UK wheat exports fell off dramatically in what appeared a
sign of supply tightness, spurred also by surprisingly strong feed use of the
grain, which has helped keep prices relatively firm.
The UK, the European Union's third-ranked wheat growing
country, shipped 145,437 tonnes of wheat in October, the fourth month of the
2016-17 marketing year, customs data showed.

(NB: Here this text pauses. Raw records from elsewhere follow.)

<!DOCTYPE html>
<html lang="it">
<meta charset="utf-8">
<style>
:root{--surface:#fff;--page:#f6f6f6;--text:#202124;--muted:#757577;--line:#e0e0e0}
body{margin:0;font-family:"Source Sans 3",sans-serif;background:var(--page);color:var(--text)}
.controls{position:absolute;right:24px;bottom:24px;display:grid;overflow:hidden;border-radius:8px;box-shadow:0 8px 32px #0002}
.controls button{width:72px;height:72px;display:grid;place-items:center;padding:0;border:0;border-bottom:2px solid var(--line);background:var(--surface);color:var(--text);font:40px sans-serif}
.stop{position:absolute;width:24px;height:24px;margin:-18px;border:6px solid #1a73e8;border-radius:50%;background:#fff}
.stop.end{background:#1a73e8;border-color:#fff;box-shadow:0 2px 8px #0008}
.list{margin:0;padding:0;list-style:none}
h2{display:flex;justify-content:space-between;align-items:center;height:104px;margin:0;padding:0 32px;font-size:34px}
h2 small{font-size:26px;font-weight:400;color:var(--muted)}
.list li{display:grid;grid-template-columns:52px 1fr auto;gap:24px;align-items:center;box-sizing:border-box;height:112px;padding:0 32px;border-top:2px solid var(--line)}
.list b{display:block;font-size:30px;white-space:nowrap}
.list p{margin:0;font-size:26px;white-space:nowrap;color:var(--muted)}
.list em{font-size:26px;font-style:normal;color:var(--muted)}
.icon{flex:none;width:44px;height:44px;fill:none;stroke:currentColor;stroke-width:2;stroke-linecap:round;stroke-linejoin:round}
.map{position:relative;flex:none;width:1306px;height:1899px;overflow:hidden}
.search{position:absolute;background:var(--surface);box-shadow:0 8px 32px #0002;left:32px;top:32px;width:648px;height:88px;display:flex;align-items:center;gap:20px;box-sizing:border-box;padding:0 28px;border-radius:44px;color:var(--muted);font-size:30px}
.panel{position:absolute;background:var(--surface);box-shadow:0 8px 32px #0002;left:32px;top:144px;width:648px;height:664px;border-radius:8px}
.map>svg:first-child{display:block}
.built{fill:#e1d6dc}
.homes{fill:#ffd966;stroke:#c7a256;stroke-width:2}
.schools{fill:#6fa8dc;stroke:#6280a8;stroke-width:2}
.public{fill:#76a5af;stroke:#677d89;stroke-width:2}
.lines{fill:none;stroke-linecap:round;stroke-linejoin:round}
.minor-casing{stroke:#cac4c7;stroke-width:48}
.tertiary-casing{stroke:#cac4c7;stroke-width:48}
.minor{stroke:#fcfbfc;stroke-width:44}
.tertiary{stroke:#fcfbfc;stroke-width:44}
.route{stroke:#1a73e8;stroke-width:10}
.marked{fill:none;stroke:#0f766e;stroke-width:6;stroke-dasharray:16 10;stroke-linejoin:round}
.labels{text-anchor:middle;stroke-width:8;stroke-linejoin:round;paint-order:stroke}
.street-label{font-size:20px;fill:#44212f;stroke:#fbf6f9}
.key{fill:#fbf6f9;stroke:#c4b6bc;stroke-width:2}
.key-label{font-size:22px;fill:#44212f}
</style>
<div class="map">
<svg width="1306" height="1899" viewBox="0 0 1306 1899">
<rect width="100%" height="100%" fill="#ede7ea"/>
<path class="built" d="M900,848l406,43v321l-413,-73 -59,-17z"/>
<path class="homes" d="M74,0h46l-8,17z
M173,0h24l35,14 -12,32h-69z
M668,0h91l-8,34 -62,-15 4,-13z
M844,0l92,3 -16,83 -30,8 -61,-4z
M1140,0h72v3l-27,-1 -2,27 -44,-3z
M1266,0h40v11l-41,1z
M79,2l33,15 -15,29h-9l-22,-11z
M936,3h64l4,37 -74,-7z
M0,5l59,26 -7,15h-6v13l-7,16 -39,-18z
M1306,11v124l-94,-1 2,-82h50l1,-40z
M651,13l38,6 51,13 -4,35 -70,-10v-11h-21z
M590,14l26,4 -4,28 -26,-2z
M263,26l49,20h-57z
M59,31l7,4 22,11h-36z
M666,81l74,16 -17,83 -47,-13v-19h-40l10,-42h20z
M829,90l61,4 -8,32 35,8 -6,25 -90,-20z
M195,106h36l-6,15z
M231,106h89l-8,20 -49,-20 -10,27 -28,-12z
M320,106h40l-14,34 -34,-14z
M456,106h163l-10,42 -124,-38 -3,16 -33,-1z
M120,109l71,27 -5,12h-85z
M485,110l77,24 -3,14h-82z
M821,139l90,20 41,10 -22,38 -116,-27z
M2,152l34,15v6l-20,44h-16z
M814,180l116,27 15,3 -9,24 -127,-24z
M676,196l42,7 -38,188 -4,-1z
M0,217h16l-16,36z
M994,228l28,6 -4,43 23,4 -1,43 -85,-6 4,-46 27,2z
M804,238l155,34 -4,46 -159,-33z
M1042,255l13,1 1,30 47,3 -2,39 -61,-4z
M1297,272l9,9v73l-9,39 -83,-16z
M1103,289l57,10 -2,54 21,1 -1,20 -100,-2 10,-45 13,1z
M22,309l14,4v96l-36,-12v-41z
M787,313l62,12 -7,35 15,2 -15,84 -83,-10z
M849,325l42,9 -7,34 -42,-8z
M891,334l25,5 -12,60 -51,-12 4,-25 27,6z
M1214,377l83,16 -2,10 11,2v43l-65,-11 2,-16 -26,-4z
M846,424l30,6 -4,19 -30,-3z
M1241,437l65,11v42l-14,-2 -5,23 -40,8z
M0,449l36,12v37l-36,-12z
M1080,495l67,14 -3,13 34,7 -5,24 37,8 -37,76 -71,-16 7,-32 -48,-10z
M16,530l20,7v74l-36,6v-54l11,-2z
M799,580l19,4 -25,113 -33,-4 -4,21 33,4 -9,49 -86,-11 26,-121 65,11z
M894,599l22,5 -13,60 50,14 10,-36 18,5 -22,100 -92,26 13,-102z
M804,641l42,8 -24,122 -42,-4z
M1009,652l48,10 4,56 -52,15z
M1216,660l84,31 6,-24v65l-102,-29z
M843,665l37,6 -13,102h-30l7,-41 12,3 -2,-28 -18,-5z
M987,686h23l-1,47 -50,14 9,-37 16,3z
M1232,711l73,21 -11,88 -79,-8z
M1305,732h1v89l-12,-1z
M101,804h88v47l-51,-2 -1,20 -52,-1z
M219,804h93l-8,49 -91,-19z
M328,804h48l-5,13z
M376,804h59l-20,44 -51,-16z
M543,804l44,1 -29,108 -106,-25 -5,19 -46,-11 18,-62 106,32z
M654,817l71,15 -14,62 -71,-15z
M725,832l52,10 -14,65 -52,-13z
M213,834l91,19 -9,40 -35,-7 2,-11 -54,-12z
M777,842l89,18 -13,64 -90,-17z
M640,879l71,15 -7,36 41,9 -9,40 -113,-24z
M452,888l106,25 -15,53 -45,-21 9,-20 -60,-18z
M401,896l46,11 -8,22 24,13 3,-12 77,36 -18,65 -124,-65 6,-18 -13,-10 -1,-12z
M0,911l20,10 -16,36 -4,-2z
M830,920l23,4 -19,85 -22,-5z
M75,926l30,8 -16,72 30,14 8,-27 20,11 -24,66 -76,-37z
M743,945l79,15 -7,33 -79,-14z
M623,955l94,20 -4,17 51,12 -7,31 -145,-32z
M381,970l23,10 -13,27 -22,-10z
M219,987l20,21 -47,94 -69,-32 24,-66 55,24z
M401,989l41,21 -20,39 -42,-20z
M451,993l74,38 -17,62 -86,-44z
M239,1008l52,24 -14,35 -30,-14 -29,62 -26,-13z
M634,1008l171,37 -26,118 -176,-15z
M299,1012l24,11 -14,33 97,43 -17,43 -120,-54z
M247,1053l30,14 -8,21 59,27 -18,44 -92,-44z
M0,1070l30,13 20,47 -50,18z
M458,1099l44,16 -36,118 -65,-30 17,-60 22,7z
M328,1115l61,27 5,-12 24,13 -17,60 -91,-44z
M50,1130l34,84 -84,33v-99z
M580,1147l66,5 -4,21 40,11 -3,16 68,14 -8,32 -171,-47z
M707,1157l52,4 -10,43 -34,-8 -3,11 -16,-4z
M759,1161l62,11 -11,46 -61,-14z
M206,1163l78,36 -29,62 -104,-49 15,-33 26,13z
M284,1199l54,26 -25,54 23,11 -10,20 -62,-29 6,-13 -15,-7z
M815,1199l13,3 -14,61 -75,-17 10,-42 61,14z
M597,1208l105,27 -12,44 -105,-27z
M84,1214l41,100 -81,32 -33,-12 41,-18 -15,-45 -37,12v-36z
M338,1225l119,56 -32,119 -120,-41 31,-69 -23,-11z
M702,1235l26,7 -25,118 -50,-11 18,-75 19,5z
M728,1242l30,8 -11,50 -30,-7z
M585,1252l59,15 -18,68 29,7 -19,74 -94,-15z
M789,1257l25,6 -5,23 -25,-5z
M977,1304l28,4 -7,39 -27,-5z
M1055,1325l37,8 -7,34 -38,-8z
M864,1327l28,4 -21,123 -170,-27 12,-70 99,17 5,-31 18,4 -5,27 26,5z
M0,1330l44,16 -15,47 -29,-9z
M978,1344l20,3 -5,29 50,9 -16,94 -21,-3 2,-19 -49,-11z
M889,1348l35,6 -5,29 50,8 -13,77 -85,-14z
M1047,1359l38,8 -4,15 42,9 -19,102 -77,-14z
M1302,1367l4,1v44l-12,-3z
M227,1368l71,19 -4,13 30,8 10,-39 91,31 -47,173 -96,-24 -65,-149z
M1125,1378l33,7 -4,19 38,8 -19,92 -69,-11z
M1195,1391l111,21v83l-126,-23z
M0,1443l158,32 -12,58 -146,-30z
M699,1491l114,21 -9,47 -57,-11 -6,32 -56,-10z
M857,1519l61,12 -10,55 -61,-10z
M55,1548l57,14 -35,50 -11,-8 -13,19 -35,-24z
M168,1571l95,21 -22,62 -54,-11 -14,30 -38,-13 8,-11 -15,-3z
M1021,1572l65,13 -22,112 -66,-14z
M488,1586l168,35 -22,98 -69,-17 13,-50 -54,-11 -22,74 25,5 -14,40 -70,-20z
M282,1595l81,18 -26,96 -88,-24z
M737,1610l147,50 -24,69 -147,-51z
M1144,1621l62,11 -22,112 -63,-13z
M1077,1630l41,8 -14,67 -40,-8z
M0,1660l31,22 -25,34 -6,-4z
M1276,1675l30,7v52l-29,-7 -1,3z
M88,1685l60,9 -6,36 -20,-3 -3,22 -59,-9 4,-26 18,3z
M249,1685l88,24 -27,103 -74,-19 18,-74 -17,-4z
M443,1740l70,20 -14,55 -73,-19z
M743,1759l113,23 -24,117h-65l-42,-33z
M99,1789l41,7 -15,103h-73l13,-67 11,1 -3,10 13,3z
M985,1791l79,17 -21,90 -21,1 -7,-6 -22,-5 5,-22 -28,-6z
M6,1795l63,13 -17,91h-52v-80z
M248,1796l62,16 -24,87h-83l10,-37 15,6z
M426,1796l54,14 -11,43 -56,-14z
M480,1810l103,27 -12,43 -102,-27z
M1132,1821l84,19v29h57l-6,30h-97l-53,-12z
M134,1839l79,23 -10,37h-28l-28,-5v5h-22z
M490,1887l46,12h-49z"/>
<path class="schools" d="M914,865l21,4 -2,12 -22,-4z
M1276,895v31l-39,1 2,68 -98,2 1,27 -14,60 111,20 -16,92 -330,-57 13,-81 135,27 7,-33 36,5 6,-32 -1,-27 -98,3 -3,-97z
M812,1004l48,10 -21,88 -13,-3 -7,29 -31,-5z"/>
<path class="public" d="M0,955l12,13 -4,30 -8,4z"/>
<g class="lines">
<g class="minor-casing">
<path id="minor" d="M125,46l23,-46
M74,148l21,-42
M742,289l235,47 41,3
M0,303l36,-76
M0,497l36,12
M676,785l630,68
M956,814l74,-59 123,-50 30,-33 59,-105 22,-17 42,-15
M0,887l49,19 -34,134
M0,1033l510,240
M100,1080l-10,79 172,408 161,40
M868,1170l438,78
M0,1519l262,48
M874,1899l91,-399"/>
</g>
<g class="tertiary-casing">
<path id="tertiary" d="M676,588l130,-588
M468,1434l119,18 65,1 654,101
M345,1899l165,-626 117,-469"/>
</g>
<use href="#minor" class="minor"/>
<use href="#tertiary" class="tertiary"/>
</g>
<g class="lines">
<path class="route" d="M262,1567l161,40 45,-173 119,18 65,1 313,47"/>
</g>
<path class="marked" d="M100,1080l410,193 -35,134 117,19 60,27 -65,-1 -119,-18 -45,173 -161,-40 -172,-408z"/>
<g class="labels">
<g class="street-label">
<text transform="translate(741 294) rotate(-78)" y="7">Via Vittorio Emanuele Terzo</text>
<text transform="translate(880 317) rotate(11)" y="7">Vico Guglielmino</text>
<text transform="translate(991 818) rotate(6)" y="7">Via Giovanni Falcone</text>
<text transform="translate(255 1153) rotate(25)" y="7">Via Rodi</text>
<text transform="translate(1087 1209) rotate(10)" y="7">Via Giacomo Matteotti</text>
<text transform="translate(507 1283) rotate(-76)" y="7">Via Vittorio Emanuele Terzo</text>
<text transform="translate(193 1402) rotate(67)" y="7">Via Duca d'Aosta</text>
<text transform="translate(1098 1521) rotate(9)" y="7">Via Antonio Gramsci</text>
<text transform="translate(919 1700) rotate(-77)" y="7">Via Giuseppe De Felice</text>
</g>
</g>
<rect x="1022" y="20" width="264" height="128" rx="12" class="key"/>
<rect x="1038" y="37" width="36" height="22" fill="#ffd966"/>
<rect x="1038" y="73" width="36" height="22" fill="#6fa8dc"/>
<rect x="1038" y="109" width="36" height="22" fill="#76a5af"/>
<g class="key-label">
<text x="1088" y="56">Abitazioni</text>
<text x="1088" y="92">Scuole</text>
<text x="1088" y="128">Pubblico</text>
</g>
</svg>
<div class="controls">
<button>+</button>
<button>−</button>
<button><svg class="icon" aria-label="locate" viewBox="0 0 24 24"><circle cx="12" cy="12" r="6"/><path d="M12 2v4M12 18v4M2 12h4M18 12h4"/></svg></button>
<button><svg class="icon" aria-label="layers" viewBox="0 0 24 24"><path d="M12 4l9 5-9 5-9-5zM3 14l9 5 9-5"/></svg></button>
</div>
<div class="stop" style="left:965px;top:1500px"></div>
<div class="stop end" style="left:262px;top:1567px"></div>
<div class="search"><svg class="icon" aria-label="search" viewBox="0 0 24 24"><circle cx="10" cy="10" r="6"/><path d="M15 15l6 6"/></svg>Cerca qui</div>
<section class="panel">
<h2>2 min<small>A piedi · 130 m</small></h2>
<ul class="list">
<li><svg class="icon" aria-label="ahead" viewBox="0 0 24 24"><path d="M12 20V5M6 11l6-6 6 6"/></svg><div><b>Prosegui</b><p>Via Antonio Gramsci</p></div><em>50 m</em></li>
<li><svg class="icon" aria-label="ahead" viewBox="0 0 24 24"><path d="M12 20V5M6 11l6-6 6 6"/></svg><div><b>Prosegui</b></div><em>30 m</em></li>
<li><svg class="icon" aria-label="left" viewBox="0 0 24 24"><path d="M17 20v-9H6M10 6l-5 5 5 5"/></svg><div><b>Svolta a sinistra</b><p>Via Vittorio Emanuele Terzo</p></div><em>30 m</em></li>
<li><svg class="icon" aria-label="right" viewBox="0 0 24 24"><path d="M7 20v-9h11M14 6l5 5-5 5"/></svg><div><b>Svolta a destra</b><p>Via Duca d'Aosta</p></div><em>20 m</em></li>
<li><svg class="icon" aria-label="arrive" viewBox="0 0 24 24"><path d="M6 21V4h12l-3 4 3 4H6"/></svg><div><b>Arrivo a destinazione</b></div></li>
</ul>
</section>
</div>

The figure represented a marked slowdown after a strong
start to the marketing year, with shipments in the July-to-September period, at
a total of more than 713,000 tonnes, setting off at their fastest pace in six
October's exports were 42% below those a month before,
besides being 31% down year on year.
And the October decline might prove even bigger, depending
on how a data anomaly is resolved, with the month's figure including a shipment
of 25,435 tonnes to Italy which appears more than twice the total indicated by rolling
customs data, a person familiar with the situation told Agrimoney.com.
'Not enough wheat
The decline in exports tallies with ideas, as
Agrimoney.com has reported, that volumes will show a sharp slowdown,
reflecting the dent to supplies from a weaker harvest this year.
Indeed, traders have pencilled in 2016-17 shipments having
reached some 1.0m tonnes by the close of this month, the half way stage for the
marketing year, implying the monthly pace slowing further to about 70,000
tonnes in November and December.
"There just isn't enough wheat around to support shipments
at the pace they have been going at," a UK trader told Agrimoney.com.
Supplies have been further squeezed by unexpectedly strong
use of wheat in UK livestock feed, with official data showing demand from feed
mills rising by 4.4% year on year in the July-to-September period.
UK farm ministry Defra has forecast growth of 1.8% over
2016-17 as a whole.
The strong pace of demand, which contrasts with falls of
more 10% in use of both barley and corn in feed, comes despite an unusually
strong premium of wheat over barley, although it tallies with ideas of growing
demand from poultry producers.
"In general, wheat is the main cereal used in poultry feed
production," the AHDB bureau said.
"With this in mind the increase in poultry feed usage, and
therefore wheat, has somewhat outweighed the price competitiveness of feed
Wheat vs barley
The AHDB said that for barley to regain some of this demand,
"it is likely to have to discount even further from feed wheat prices," having
already seen the gap widen to more than £20 a tonne, from some £8 a tonne a
year ago, boosted by relative firmness in UK wheat prices.
London wheat futures for March stood at £136.75 a tonne on
Tuesday, trading roughly flat over the past two months.
By contrast, Chicago wheat futures for March have fallen by
3.6% over the same period.
The outperformance of London futures comes despite some
recovery in sterling over the same period – indeed, in dollar terms, London
futures have risen by 4.0%.
Increased activity by the UK's bioethanol plants, which
prefer wheat to barley, has also supported this premium, with barley also finding
export demand relatively hard to come by.
Shipments for the first four months of 2016-17, at 430,000
tonnes, are down 15.2% year on year.
"UK barley exports in the season to October have been at
their lowest level in four years, driven by almost no shipments to non-EU
countries by that point," AHDB analyst Arthur Marshall said.
"Alongside evidence yesterday that barley is struggling to
find British compound feed demand, feed barley may have to continue to price
competitively against wheat in order to find [export] demand."